Soy yo otra
vez, el revolucionario converso. Hoy vengo otra vez a contar mi experiencia,
por si puede servir a otros, porque últimamente uno ve y oye cosas que le
despiertan el celo ígneo del converso. En todo caso, advierto que las
siguientes líneas son de mi exclusiva y personal responsabilidad, que podrán
ser compartidas o no (de ello dependerá su efectiva publicación), pero que no
son ni pretenden ser una declaración institucional por parte de la Comunión Tradicionalista
Carlista.
Procedo
de un medio social en que la única “monarquía”

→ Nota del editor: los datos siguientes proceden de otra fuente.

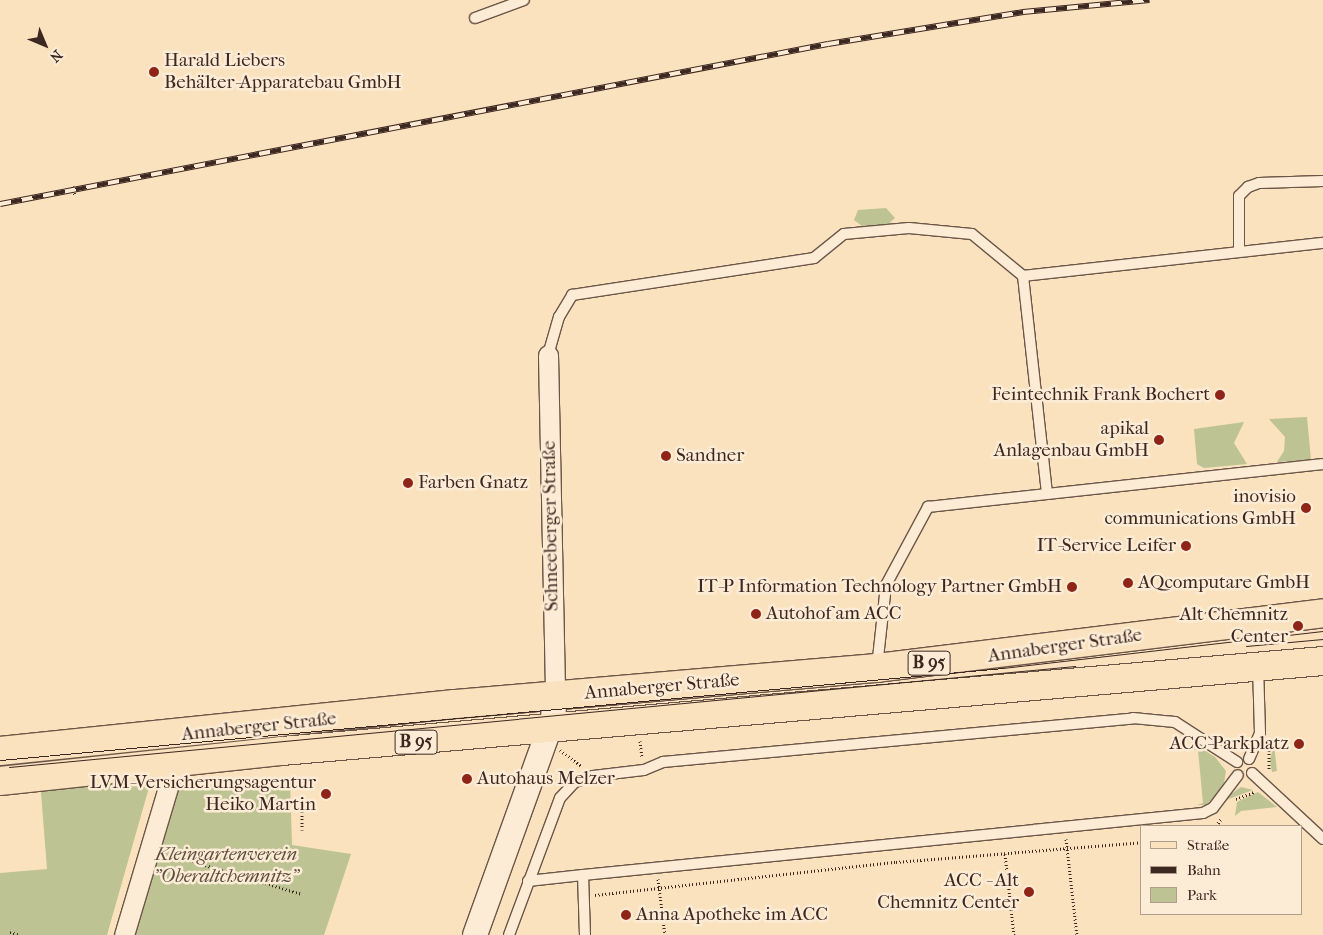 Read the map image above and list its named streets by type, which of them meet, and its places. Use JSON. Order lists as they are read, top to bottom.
{
  "streets": {
    "main road": ["Annaberger Straße", "B 95"],
    "street": ["Schneeberger Straße"]
  },
  "crossings": [
    ["Schneeberger Straße", "Annaberger Straße"]
  ],
  "parks": ["Kleingartenverein \"Oberaltchemnitz\""],
  "places": [
    "Harald Liebers Behälter-Apparatebau GmbH",
    "Feintechnik Frank Bochert",
    "apikal Anlagenbau GmbH",
    "Sandner",
    "Farben Gnatz",
    "inovisio communications GmbH",
    "IT-Service Leifer",
    "AQcomputare GmbH",
    "IT-P Information Technology Partner GmbH",
    "Autohof am ACC",
    "Alt Chemnitz Center",
    "ACC-Parkplatz",
    "Autohaus Melzer",
    "LVM-Versicherungsagentur Heiko Martin",
    "ACC - Alt Chemnitz Center",
    "Anna Apotheke im ACC"
  ],
  "legend": ["Straße", "Bahn", "Park"],
  "north": "bottom right"
}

conocida es, digámoslo así, la oficial del Estado español. Con esto creo que
todos podrán hacerse una idea de los sentimientos que abrigaba al respecto. Por
tanto, mi itinerario personal hacia el tradicionalismo siempre tuvo un escollo
que, durante mucho tiempo, me pareció insalvable.
Después
de leer a nuestros clásicos, aprendí y valoré las diversas razones de la monarquía, pero aún faltaba algo para decidirme a dar
el paso. No en vano, muchos autores de diversas escuelas, han defendido que la
república presidencial es la forma funcional actual de la monarquía. Necesitaba
otras razones… cordiales.
Después
de espigar en muchos libros y autores lo encontré: Eugenio VEGAS LATAPIÉ cita a
este respecto unos versos de Los
novios de Hornachuelos (1629), una comedia tradicionalmente atribuida a
LOPE DE VEGA, pero cuya verdadera autoría, a tenor de los resultados de las más
recientes investigaciones, corresponde a Luis VÉLEZ DE GUEVARA:
“Hízose herencia después,
para evitar las disensiones
en las nuevas elecciones”.
Para terminar
de perfilar este concepto de la monarquía, reproduzco inmediatamente a
continuación unas palabras de Ramiro de MAEZTU en su Defensa de la
Hispanidad :
“Partamos del principio de que un buen
régimen ha de ser mixto. Ha de haber en él unidad y continuidad en el mando,
aristocracia directora, y el pueblo ha de participar en el Gobierno. También me
parece indiscutible que ni la unidad de mando ni la aristocracia serán
duraderas, como no prevalezca en su conciencia y en la de la nación la idea de
que los cargos directores son servicios penosos y no privilegios de fácil
disfrute. Lo que se pleitea es si ha de prevalecer en las sociedades un
espíritu de servicio y de emulación, o si han de dejarse llevar por la ley de
menor resistencia, para no hacer sino lo que menos trabajo les cueste, en un
sentido general de abandono, lo que dependerá, sobre todo, de que se considere
el Estado como un servicio o como el botín del vencedor”.
Por
consiguiente, la monarquía auténtica es la contrarrevolución por antonomasia, puesto
que tiene como virtualidad la configuración de las magistraturas políticas del
Estado, entendido este término en un sentido amplio, en orden exclusivo al
servicio del bien común, cuya tutela se encomienda por eso mismo a una
institución que encarna los principios de unidad, continuidad, independencia,
responsabilidad y legitimidad. Es cabalmente lo contrario de una democracia en
el sentido genérico y vulgar, donde el poder político se configura a partir de
una lucha por disfrutarlo, lo que en caso de éxito da lugar al reparto de los
despojos por parte del vencedor (recuérdese, en este sentido, el sistema
norteamericano de función pública, denominado significativamente spoil system).
La
institución monárquica tradicional (hereditaria) surge en España, por confesión
de SAN ISIDORO DE SEVILLA, para superar los males del llamado “morbo gothico”, es decir, de la
sedicente monarquía electiva y las luchas despiadadas entre distintos bandos
para situar en trono a sus respectivos candidatos. Es también SAN ISIDORO DE
SEVILLA el que, empleando una fórmula horaciana, acuña en origen el concepto de
la doble legitimidad, de origen y de ejercicio, sentando el principio de
primacía de esta última: “Rex eris si
recte facies, si non facies non eris”.
Desde luego,
la plena vigencia de la monarquía exige la presencia y la actuación de un rey,
y en orden a garantizar esas propiedades esenciales de las que hablábamos hace
un instante (unidad, continuidad, independencia, responsabilidad y legitimidad)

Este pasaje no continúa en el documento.